Not only would the Nazi rail guns not have the aid of computers as advanced as Earth's, but with a small population base, their industry has to be less diverse. That will narrow and slow the number of technologies they can research. While they may have rail guns, those rail guns may wear out faster, have less peak velocity, be larger, be heavier, charge slower, and so on.
The ammunition needing terminal guidance from a ship might depend on the size of the ammunition. Current kinetic kill vehicles are 63 kg (140 lb), is 140 cm (55 in) long and about 60 cm (24 in) in diameter. A much smaller one should be possible. Although, it would carry less fuel, that might be made up for by the launch platform's ability to better direct the round before launch through the use of predictive gunnery. The ability to correct trajectory mid-flight is a tremendous effective range extender not to be underestimated. While dumb rounds for close in combat will be useful, as will programmable smart rounds against soft targets, they can't be as effective as a round that can correct course. So, I for one want to see guided rounds, not missiles, but something like the kinetic kill round which can slide perpendicular to the target. Or, a round like AHEAD, which is programmed with range and detonation information as it leaves the muzzle break of the gun.
The AHEAD round is fired by the Oerlikon 35mm Millennium gun.
http://www.rheinmetall-defence.com/index.php?lang=3&fid=2450
But, as I mentioned, it's really for soft targets, such as missiles, and I doubt the Moon Nazis will use missiles, and I'm betting on the saucers being tank tough.
http://www.youtube.com/watch?v=7ogwfPrV1fk&feature=related
By 2018, we should also have effective lasers, so we should see them as well. But, they should be presented realistically, with no visible beam unless it passes through a debris, gas, or other particle cloud, and should cause explosive damage on targets given enough power. Or, it should look like a cutting torch being put to work on the enemy hull.
Just in case you didn't know about it, the newest version of the US Navy rail gun was shown in a video. It's a lot smaller than the test version with the same bore diameter.

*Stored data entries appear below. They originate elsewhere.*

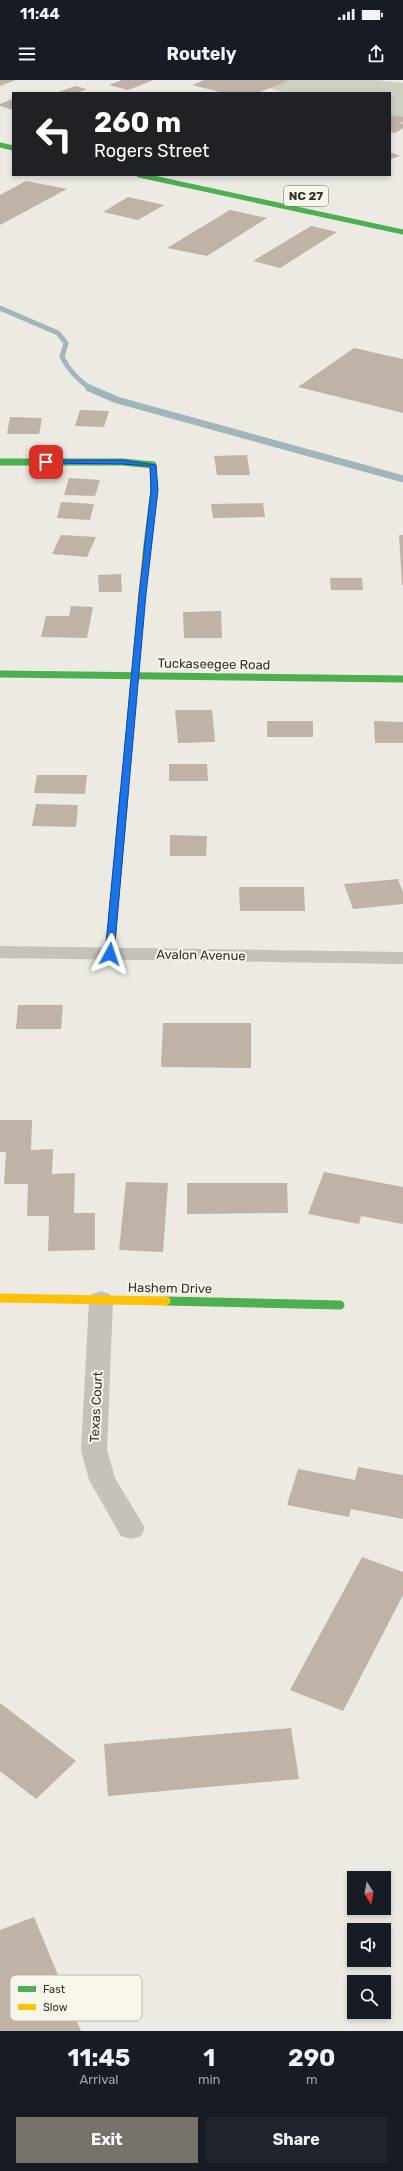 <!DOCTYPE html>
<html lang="en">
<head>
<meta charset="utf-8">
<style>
  body { margin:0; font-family:Rubik,sans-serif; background:#20242c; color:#f1f3f6; height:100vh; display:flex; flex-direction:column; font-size:15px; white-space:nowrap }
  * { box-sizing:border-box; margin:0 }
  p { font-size:13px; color:#9ea1a6 }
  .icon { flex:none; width:22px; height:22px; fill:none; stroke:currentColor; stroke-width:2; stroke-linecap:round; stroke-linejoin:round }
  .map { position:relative; height:1951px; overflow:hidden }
  .panel { display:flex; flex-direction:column; background:#171b24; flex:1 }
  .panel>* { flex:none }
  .banner { position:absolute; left:12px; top:12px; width:379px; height:84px; border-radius:0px; box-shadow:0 2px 6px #0003; background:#202124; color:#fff; overflow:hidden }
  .needle { width:26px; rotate:169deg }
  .fabs { position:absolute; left:347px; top:1791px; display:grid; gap:8px }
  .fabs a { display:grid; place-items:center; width:44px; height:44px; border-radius:0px; background:#171b24; box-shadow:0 2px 6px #0003; font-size:20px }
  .pin { position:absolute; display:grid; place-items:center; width:34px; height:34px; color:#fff; margin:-17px; border-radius:8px; box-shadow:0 2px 6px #0006 }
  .me { position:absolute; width:44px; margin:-22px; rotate:5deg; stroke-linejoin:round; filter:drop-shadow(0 0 3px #0008) }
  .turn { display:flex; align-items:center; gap:14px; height:84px; padding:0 16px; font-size:18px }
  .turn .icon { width:52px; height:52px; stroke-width:2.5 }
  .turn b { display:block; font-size:28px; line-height:34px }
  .eta { display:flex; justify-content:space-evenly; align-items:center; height:68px; text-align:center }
  .eta b { font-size:24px; font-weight:700; line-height:28px }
  .cta { display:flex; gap:8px; margin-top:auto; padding:8px 16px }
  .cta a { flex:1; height:46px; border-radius:0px; background:#76726b; color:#fff; font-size:16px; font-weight:700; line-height:46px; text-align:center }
  .cta a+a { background:#20242c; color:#f1f3f6 }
  .status { display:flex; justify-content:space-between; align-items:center; height:28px; padding:0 20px; background:#171b24; direction:ltr }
  .status svg { height:11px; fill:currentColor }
  header { display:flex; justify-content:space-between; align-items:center; height:52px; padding:0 16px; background:#171b24; font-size:18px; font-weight:700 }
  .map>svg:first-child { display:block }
  .green { fill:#cad2bf }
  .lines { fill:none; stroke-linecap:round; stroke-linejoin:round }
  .stream-far1 { stroke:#a1b6bb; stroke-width:5 }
  .stream { stroke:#a1b6bb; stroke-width:7 }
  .building { fill:#beb3a6 }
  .street { fill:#c5c2bc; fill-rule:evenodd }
  .fast-far2 { stroke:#4caf50; stroke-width:5 }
  .fast-far1 { stroke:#4caf50; stroke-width:7 }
  .fast { stroke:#4caf50; stroke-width:9 }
  .slow-far1 { stroke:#ffc107; stroke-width:7 }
  .slow { stroke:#ffc107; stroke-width:9 }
  .route { fill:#1a73e8; stroke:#114b97 }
  .labels { text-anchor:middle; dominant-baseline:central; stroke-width:4; stroke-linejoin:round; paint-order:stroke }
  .shield { fill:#f8f5eb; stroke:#706c64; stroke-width:1 }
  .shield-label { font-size:12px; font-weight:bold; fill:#36312a }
  .street-label { font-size:13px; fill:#36312a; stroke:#f8f5eb }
  .key { fill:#f8f5eb; stroke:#bebab1; stroke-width:1 }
  .key-label { font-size:11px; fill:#36312a }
</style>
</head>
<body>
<div class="status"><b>11:44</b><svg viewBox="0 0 49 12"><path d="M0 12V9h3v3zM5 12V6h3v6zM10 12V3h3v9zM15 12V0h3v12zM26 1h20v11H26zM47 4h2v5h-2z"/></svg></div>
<header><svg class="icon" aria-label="menu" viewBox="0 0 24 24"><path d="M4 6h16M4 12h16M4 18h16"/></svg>Routely<svg class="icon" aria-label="share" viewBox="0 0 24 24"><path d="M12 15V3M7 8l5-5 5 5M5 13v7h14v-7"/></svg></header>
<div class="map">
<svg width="403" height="1951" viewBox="0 0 403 1951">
  <rect width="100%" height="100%" fill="#eceae3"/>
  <path class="green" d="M 286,0 L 375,0 L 403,3 L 403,43 L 390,40 L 390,13 L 287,13 L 269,8 L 287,1 Z"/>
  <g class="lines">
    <path class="stream-far1" d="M 0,228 L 58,253 L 66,263 L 62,277 C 69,291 78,300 91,309"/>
    <path class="stream" d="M 89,308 L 117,320 L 403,399"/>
  </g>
  <g class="building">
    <path d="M 0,0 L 16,0 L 0,6 Z"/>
    <path d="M 122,0 L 154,0 L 128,10 L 109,5 Z"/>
    <path d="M 204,0 L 286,0 L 288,1 L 257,13 L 224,13 L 192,5 Z"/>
    <path d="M 75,6 L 87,9 L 77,13 L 56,13 Z"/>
    <path d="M 13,19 L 13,30 L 0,26 L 0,24 Z"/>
    <path d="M 390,35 L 403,37 L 403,41 L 400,43 L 403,44 L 403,48 L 395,53 L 390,52 Z"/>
    <path d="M 390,72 L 400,76 L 390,79 Z"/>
    <path d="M 26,101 L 67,109 L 0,145 L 0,115 Z"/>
    <path d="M 128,117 L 164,125 L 138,140 L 103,132 Z"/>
    <path d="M 230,130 L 267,138 L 207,176 L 167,168 Z"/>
    <path d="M 311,146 L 337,152 L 280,188 L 253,181 Z"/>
    <path d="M 354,268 L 403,279 L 403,333 L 298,307 Z"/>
    <path d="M 80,330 L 109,331 L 104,347 L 75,346 Z"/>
    <path d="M 10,337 L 42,338 L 39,354 L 7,354 Z"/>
    <path d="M 247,375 L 250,395 L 217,395 L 214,376 Z"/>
    <path d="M 69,398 L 100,400 L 95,416 L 64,415 Z"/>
    <path d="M 61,422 L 94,424 L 90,440 L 57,438 Z"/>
    <path d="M 263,423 L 265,437 L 213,438 L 211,424 Z"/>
    <path d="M 61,455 L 96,457 L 87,477 L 52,474 Z"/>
    <path d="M 399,455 L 403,455 L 403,505 L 402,505 Z"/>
    <path d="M 121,494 L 122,512 L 99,512 L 98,495 Z"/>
    <path d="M 330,498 L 362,498 L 363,510 L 331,510 Z"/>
    <path d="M 71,526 L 93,527 L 87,558 L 41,557 L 46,536 L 69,536 Z"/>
    <path d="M 221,531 L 222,558 L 184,558 L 183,532 Z"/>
    <path d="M 175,630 L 212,630 L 215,662 L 178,663 Z"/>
    <rect x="267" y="641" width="46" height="16"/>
    <path d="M 374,641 L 403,642 L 403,663 L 375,663 Z"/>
    <path d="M 169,684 L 207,684 L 208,701 L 169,701 Z"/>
    <path d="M 37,695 L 87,695 L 85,714 L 34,713 Z"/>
    <path d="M 36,724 L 78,725 L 76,747 L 32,746 Z"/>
    <path d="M 170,755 L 207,756 L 206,776 L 170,776 Z"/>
    <path d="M 398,799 L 403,813 L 403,824 L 353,829 L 344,804 Z"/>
    <path d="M 239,807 L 304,807 L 305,831 L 240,831 Z"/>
    <path d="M 18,925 L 63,925 L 61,949 L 16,949 Z"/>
    <path d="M 163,943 L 251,943 L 251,988 L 161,987 Z"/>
    <path d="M 0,1040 L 32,1040 L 31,1070 L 53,1069 L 52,1094 L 75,1093 L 74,1133 L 95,1133 L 95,1170 L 48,1171 L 49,1136 L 27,1136 L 28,1104 L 4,1104 L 6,1072 L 0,1072 Z"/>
    <path d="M 324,1092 L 403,1107 L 403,1144 L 361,1136 L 359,1144 L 308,1134 Z"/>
    <path d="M 126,1102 L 168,1103 L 163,1172 L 119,1170 Z"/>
    <path d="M 187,1103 L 287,1103 L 288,1133 L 187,1134 Z"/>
    <path d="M 358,1387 L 403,1395 L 403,1439 L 351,1429 L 349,1437 L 287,1425 L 298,1389 L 355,1400 Z"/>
    <path d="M 362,1477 L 403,1492 L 403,1515 L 343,1631 L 290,1610 Z"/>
    <path d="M 0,1623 L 76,1681 L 36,1719 L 0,1691 Z"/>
    <path d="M 291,1648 L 299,1699 L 108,1716 L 104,1664 Z"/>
    <path d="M 34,1837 L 81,1951 L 0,1951 L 0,1850 Z"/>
  </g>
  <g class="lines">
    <g class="street">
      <path d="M 0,866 L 403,872 L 403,884 L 0,878 Z"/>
      <path d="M 101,1211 L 110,1214 L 113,1220 L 107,1370 L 115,1398 L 145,1448 L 141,1456 L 131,1459 L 121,1456 L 89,1400 L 81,1370 L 89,1220 L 92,1214 Z"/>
    </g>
    <g class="fast-far2">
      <path d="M 0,65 L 13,68"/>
      <path d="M 139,95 L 403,152"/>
    </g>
    <g class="fast-far1">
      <path d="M 0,382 L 123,382 L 153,385 L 154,410 L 146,473"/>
      <path d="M 0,594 L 403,599"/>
      <path d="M 124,714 L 134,598"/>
    </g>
    <g class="fast">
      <path d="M 110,873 L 124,713"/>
      <path d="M 166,1221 L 340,1225"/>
    </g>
    <path class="slow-far1" d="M 134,598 L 146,473"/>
    <path class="slow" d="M 0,1218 L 166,1221"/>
  </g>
  <path class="route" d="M 46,380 L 123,380 L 156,385 L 158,410 L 146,514 L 114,874 L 110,876 L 105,874 L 139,514 L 151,410 L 150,386 L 123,384 L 44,383 L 43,382 Z"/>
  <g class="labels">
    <rect class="shield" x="284" y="106" width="44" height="20" rx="3"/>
    <g class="shield-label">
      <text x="306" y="116">NC 27</text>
    </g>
    <g class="street-label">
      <text transform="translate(214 584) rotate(1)">Tuckaseegee Road</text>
      <text transform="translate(201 875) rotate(1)">Avalon Avenue</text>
      <text transform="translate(170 1208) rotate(1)">Hashem Drive</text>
      <text transform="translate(96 1327) rotate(-87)">Texas Court</text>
    </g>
  </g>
  <rect x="10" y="1895" width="132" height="46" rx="6" class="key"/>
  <rect x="18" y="1906" width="18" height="6" fill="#4caf50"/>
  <rect x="18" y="1924" width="18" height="6" fill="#ffc107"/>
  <g class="key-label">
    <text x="43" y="1913">Fast</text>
    <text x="43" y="1931">Slow</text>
  </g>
</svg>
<div class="fabs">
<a><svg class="needle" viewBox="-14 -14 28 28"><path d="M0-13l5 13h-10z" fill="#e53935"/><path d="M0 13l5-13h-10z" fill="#9ea1a6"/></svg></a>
<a><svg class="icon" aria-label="sound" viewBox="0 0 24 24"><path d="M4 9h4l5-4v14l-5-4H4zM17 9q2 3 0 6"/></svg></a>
<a><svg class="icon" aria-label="search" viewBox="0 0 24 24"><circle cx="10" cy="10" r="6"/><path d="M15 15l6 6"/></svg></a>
</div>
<div class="pin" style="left:46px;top:382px;background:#d93025"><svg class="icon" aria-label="arrive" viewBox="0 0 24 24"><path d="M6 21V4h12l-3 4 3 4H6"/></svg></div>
<svg class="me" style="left:110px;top:874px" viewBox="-20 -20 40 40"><path d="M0-17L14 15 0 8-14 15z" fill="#1a73e8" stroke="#fff" stroke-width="4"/></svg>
<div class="banner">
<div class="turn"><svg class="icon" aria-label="left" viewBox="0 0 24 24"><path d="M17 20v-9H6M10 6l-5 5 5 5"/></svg><div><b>260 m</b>Rogers Street</div></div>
</div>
</div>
<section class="panel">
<div class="eta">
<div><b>11:45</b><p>Arrival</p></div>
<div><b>1</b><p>min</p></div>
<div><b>290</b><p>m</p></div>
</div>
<div class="cta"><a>Exit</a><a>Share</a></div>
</section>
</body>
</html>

I guess it could be nothing more than a mock up, rather than the next version, but it still shows where they expect to be in the near future.
http://defensetech.org/2010/05/05/killer-drone-builder-general-atomics-builds-killer-electromagnetic-rail-cannon/
Main weapons we've had in mind are railguns and gauss guns, and they mainly use kinetic rounds. Hypervelocity kinetic kills have a lot more balls than explosive rounds. I think they'd use solid tungsten (Nazis would call it Wolfram I suppose) or depleted uranium ammunition. Earth technology might have more sophisticated properties to the ammunition, like in-flight adjustment to the trajectory per radar feed from the ship, but I think we'd all sooner have simple solid metal rounds rather than ammunition with guidance electronics, thrusters etc.
I think I talked about it in another post, but the kinetic energy of a coilgun would be fierce. For the sake of comparison, the kinetic energy of a 125mm cannon shell is about 1.4 megajoules per kilogram. The tungsten core slug fired from an experimental railgun has about 4.5 megajoules per kilogram of kinetic energy because it's moving at 7000 mph. That works out to the explosive force of a hectogram of TNT for each kilogram of the slug. Combine that with a shaped charge which would multiply the effect on armor and you have a devastating weapon in anyone's book.
So you could either use the coilgun to fire smaller, lighter shells to get a high rate of fire (imagine a rifle that hits like a 20mm cannon) or go for mass and pulverize your target. Either way, the effect of hyper velocities shouldn't be discounted.
Since it looks like the Moon Nazi saucers will use coil guns, explosive rounds may not be worth while since they'll be able to kick their rounds up to very high velocities. Then again, if the coil gun is only as good as a normal gun, but used to exploit better power generation, then explosive rounds may be used after all.